More specifically, the First Cause of Action claims that § 701 "individiously discriminates * * * by creating an arbitrary and discriminatory classification which deprives plaintiffs and members of their class of equal protection of the law and an adequate education." A Second Cause of Action alleges that §§ 701 and 703 impose a majority vote approval of a tax assessment to enable children in grades one to six to receive free textbooks and that this constitutes a denial of equal protection. A Third Cause of Action states that pursuant to §§ 701 and 703 textbooks can be obtained in grades one to six only upon the payment of a rental fee ($7.50 per pupil); that plaintiffs are indigent and cannot pay a fee; 3 and that by reason of their poverty their children are deprived of equal educational opportunity.

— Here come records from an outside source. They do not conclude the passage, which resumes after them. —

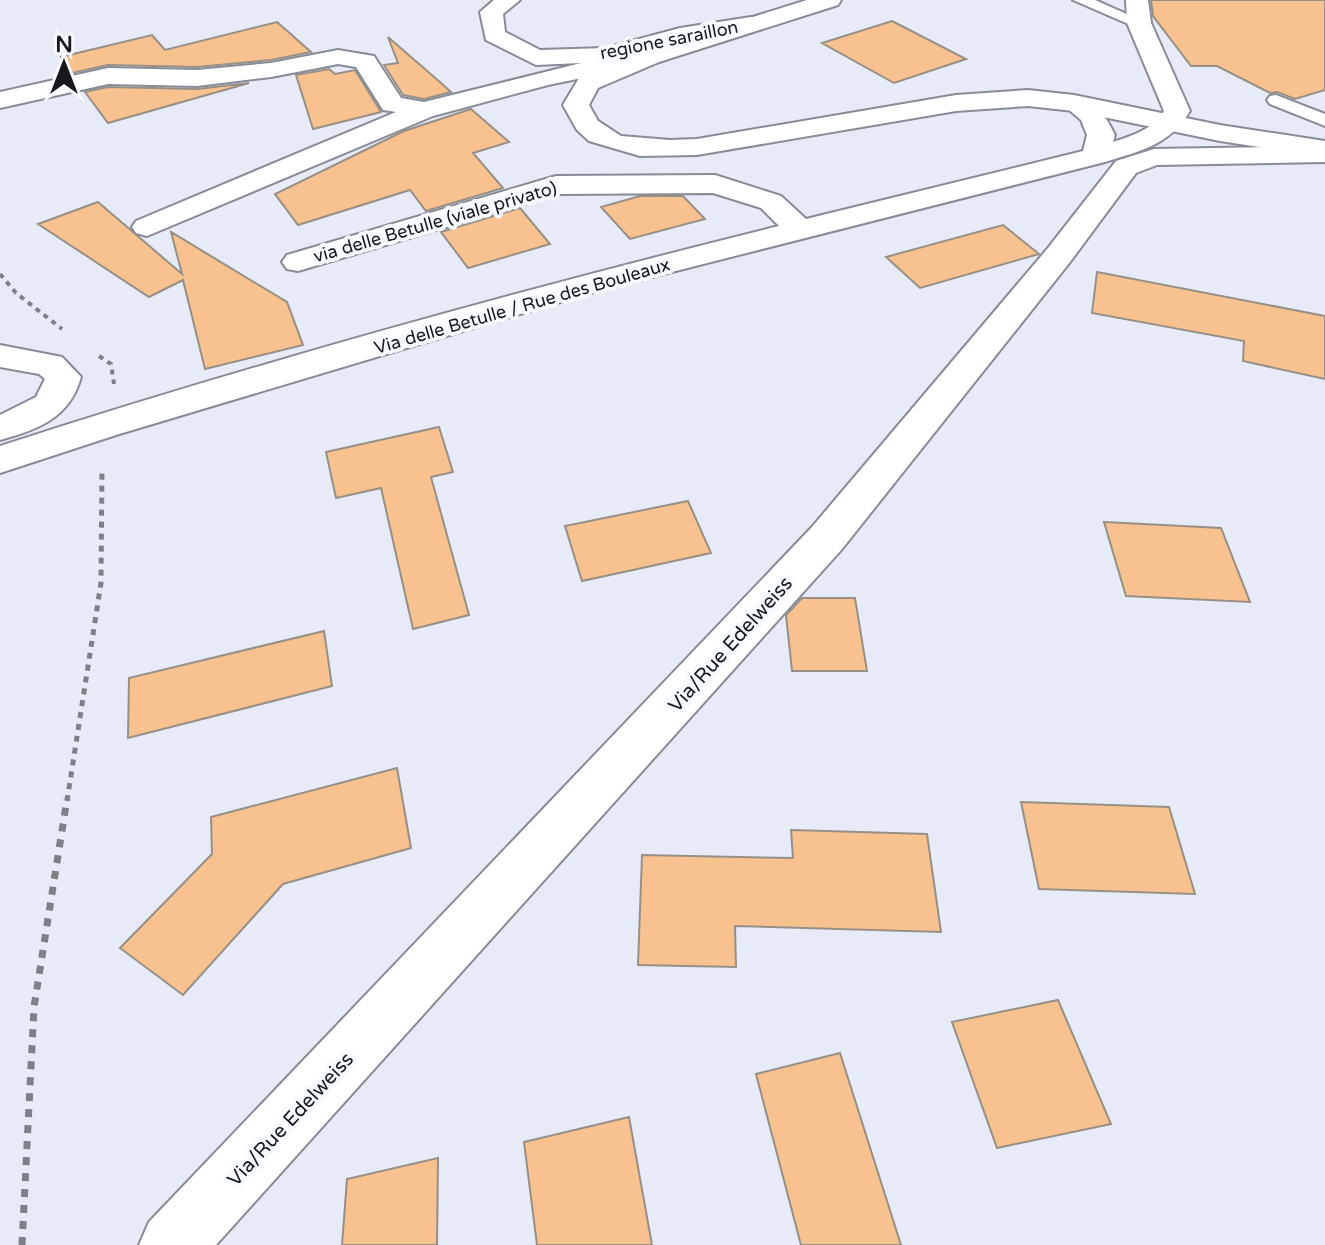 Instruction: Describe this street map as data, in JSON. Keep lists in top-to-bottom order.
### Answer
{
  "streets": {
    "street": [
      "regione saraillon",
      "via delle Betulle (viale privato)",
      "Via delle Betulle / Rue des Bouleaux",
      "Via/Rue Edelweiss"
    ]
  },
  "crossings": [
    ["via delle Betulle (viale privato)", "Via delle Betulle / Rue des Bouleaux"]
  ],
  "north": "top"
}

They describe the potential situation quite realistically by alleging (Complaint, XII (b)):

"Indigent children sitting bookless, side by side in the same classroom with other more wealthy children learning with purchase [sic] textbooks engenders a widespread feeling of inferiority and unfitness in poor children and is psychologically, emotionally and educationally disastrous to their well being."

An order to show cause for a temporary restraining order was issued by Judge Travia. Affidavits and memoranda were submitted in support of and in opposition to the application. The Board of Education and the Superintendent of Schools answered demanding dismissal of the complaint.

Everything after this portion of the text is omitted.